The past half millennium has brought about change
In human awareness that some yet find strange.
From thermodynamics to quantum mechanics
To nuclear plants that sometimes cause panics.

The sixteenth century saw an eruption of ideas,
From planetary trajectories to occult panaceas.
Copernicus dislodged us from the center of it all;
We scoped the inner workings of the great and the small.

Kepler and Bacon, Galileo, Descartes;
They changed understandings, new views did impart.
Newton’s laws came down on our heads;
Darwin’s theory tore Adam to shreds.

From Einstein to Higgs, physics led the way;
Herschel and Hubble put the cosmos on display.
The scientific method of empirical reduction
Offers enlightenment, a powerful seduction.

For all of the answers that science procured,
To a great many mysteries we continue to be lured.
Dark energy and matter are difficult to draw;
Our universe evokes a spirit of awe.

13

From the Great Flaring Forth to dark matter’s mystery,
We’ve surveyed the universe and all of its history.
The Paleo-, Meso-, and Cenozoic eras
Have crashed on the trash of our technochimeras.

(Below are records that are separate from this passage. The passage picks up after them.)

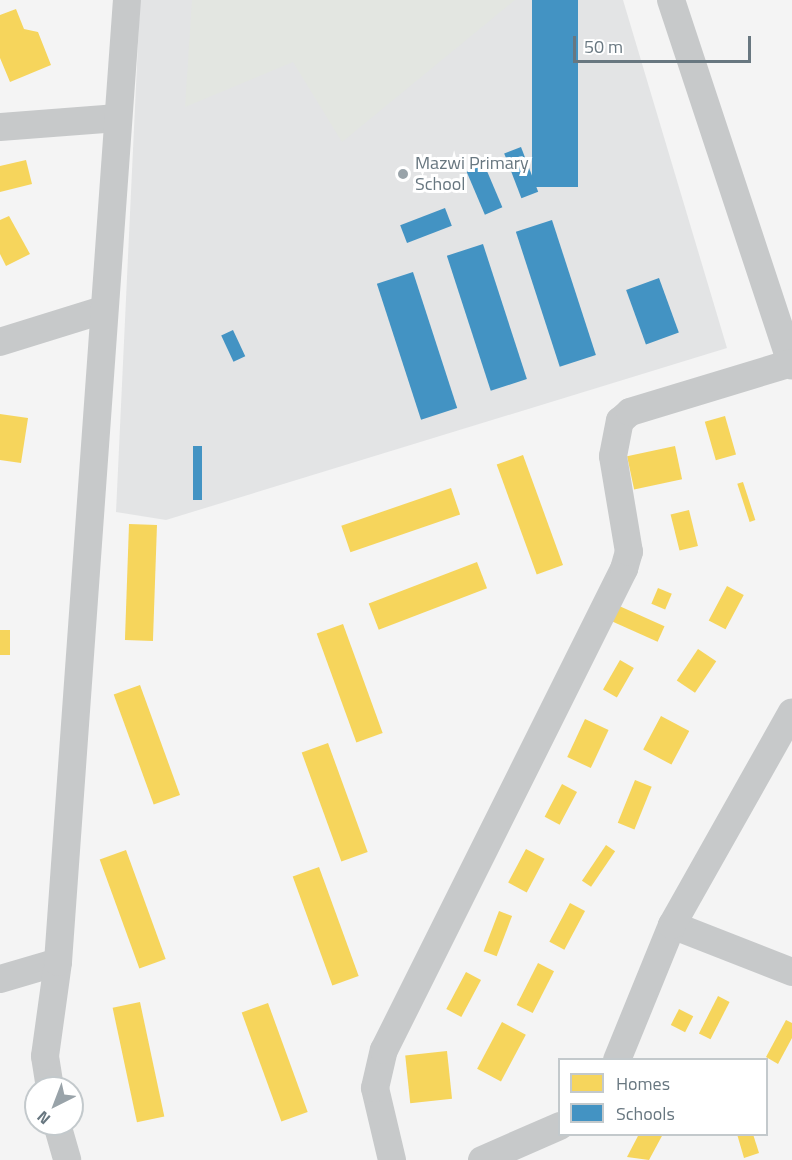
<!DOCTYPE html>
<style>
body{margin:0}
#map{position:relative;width:792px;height:1160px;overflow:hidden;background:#f4f4f4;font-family:"Titillium Web",sans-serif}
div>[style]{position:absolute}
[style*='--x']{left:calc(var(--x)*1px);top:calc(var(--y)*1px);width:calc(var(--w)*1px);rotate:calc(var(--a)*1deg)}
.built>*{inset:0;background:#e3e4e5}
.green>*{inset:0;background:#e3e6e1}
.homes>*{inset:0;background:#f6d55c;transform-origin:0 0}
.schools>*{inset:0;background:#4393c3;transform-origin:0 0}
.minor>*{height:28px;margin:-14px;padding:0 14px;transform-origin:14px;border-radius:14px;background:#c7c9ca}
.dots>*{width:16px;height:16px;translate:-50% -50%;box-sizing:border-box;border:3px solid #fff;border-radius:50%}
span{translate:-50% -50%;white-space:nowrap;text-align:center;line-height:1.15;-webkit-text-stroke:6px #fff;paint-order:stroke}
.poi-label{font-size:18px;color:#687780}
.left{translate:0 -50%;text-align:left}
.legend{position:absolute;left:558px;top:1058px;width:210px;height:78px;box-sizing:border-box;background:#fff;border:2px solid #c3c9cc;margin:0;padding:8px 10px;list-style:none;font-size:18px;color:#687780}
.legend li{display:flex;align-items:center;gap:12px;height:30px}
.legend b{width:30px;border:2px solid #c3c9cc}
.north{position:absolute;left:24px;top:1076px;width:60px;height:60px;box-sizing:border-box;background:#fff;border:2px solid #c3c9cc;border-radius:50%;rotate:222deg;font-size:16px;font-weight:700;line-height:24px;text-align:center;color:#687780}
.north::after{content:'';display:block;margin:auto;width:21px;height:27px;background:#99a3a9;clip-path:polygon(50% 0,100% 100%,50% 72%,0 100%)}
.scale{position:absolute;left:573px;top:36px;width:178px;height:27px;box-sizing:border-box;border:3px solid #687780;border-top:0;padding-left:8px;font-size:18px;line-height:21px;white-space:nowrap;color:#687780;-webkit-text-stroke:4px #fff;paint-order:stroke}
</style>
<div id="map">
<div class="built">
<div style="clip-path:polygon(140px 0,623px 0,727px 348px,166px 520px,116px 512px)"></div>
</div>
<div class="green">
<div style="clip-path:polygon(192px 0,515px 0,342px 142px,293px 62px,185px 107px)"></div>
</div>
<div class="homes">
<div style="clip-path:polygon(16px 9px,24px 29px,38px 32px,51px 65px,10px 82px,0 58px,0 15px)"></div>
<div style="clip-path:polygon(26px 160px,32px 184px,0 192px,0 166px)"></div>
<div style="clip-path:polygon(9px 216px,30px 254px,6px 266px,0 254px,0 220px)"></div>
<div style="clip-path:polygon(0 414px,28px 418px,21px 463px,0 460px)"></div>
<div style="left:725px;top:416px;width:40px;height:21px;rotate:74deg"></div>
<div style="left:675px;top:446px;width:34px;height:49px;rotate:78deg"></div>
<div style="left:523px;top:455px;width:117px;height:28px;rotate:70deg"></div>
<div style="left:743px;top:482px;width:40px;height:6px;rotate:72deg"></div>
<div style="left:451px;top:488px;width:28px;height:116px;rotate:71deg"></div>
<div style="left:689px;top:510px;width:37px;height:19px;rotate:76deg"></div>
<div style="left:129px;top:524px;width:28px;height:116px;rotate:2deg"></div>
<div style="left:477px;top:562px;width:28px;height:116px;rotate:69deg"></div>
<div style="left:727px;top:586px;width:19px;height:39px;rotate:28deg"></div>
<div style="left:658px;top:588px;width:15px;height:17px;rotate:23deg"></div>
<div style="left:617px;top:605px;width:52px;height:17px;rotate:24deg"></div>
<div style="left:343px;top:624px;width:116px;height:28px;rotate:70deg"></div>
<div style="left:0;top:630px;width:10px;height:25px"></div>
<div style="left:698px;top:649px;width:22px;height:38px;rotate:34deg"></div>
<div style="left:620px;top:660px;width:16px;height:34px;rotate:30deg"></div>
<div style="left:140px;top:685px;width:117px;height:28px;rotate:70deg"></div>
<div style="left:661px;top:716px;width:32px;height:38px;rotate:28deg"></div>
<div style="left:585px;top:719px;width:26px;height:42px;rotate:25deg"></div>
<div style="left:328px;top:743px;width:116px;height:28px;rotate:70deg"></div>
<div style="left:635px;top:780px;width:18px;height:46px;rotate:22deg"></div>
<div style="left:562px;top:784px;width:17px;height:37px;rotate:28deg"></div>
<div style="left:606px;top:845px;width:11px;height:43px;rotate:34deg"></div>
<div style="left:526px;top:849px;width:21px;height:38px;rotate:28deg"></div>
<div style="left:126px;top:850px;width:116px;height:28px;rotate:70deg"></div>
<div style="left:319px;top:867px;width:116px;height:28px;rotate:70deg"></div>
<div style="left:570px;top:903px;width:17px;height:44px;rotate:28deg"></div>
<div style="left:499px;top:911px;width:14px;height:43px;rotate:21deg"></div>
<div style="left:538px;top:963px;width:18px;height:47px;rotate:27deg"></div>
<div style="left:466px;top:972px;width:17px;height:42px;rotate:28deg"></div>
<div style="left:718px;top:996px;width:13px;height:42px;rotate:27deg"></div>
<div style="left:140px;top:1002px;width:117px;height:28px;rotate:78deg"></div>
<div style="left:268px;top:1003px;width:116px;height:28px;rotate:70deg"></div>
<div style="left:679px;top:1009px;width:16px;height:18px;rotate:27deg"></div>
<div style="clip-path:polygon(786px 1020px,792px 1023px,792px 1038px,778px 1064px,766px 1057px)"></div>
<div style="left:502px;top:1022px;width:27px;height:53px;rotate:28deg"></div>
<div style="left:447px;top:1051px;width:48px;height:42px;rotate:84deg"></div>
<div style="clip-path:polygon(639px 1134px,663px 1134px,649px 1160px,627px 1157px)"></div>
<div style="clip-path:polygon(737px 1134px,753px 1134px,759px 1153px,744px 1158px)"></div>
</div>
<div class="schools">
<div style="left:532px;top:0;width:46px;height:187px"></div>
<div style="left:521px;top:147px;width:48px;height:18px;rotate:69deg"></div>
<div style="left:484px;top:164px;width:47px;height:19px;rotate:67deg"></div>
<div style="left:445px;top:208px;width:19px;height:48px;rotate:69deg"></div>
<div style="left:552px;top:220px;width:142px;height:38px;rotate:72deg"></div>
<div style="left:483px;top:244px;width:142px;height:38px;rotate:72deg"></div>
<div style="left:413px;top:272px;width:143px;height:38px;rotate:72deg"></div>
<div style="left:659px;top:278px;width:58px;height:35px;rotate:70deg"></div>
<div style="left:233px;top:330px;width:29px;height:13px;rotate:65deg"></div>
<div style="left:193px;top:446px;width:9px;height:54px"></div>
</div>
<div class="minor">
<div style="--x:671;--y:0;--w:385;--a:71.7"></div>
<div style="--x:0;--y:127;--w:118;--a:-4.4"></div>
<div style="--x:0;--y:342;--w:108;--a:-17.3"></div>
<div style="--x:672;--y:925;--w:129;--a:21.4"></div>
<div style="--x:0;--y:979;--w:60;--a:-16.3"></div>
<div style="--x:617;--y:1060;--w:146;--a:-67.8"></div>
<div style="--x:672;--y:925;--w:244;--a:-60.6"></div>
<div style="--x:50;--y:1088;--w:32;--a:-99"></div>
<div style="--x:45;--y:1056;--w:95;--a:-82.1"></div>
<div style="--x:58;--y:962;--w:964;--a:-85.9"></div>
<div style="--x:57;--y:1124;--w:37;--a:74"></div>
<div style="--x:392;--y:1160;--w:74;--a:-103.3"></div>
<div style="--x:375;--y:1088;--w:39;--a:-77"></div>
<div style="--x:384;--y:1050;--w:538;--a:-63.48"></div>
<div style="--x:624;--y:569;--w:18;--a:-74"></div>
<div style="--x:629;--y:552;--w:97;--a:-99.5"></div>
<div style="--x:613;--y:456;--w:36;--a:-79"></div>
<div style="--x:620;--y:421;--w:13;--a:-42"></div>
<div style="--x:630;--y:412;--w:168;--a:-16.9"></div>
<div style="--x:482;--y:1160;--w:85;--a:-23.6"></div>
</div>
<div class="dots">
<div style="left:403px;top:174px;background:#99a3a9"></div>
</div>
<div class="poi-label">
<span class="left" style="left:415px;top:174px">Mazwi Primary<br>School</span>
</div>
<ul class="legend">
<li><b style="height:16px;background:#f6d55c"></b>Homes</li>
<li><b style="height:16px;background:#4393c3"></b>Schools</li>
</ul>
<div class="north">N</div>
<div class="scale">50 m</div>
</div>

Which way shall we go, toward the green or the gray?
An Ecozoic balance or a Technozoic fray?
Right now we’re losing our clean air and soil;
We’re still in denial of our addiction to oil.

The limitless junk and plastic pollution
Piles higher and higher with no good solution.
When we damage the Earth, we damage our own;
Our well-being is derivative, our numbers overblown.

It’s time to awaken the sacred dimension
Of Earth and her voices of biodissension.
From Leopold to Carson to Wilson to you,
Stand up for renewal and give Earth her due.

And now as we bring this story to a close,
Please love and protect those things that arose—
The forests and dolphins and each kangaroo—
For the sake of our children and all they may do.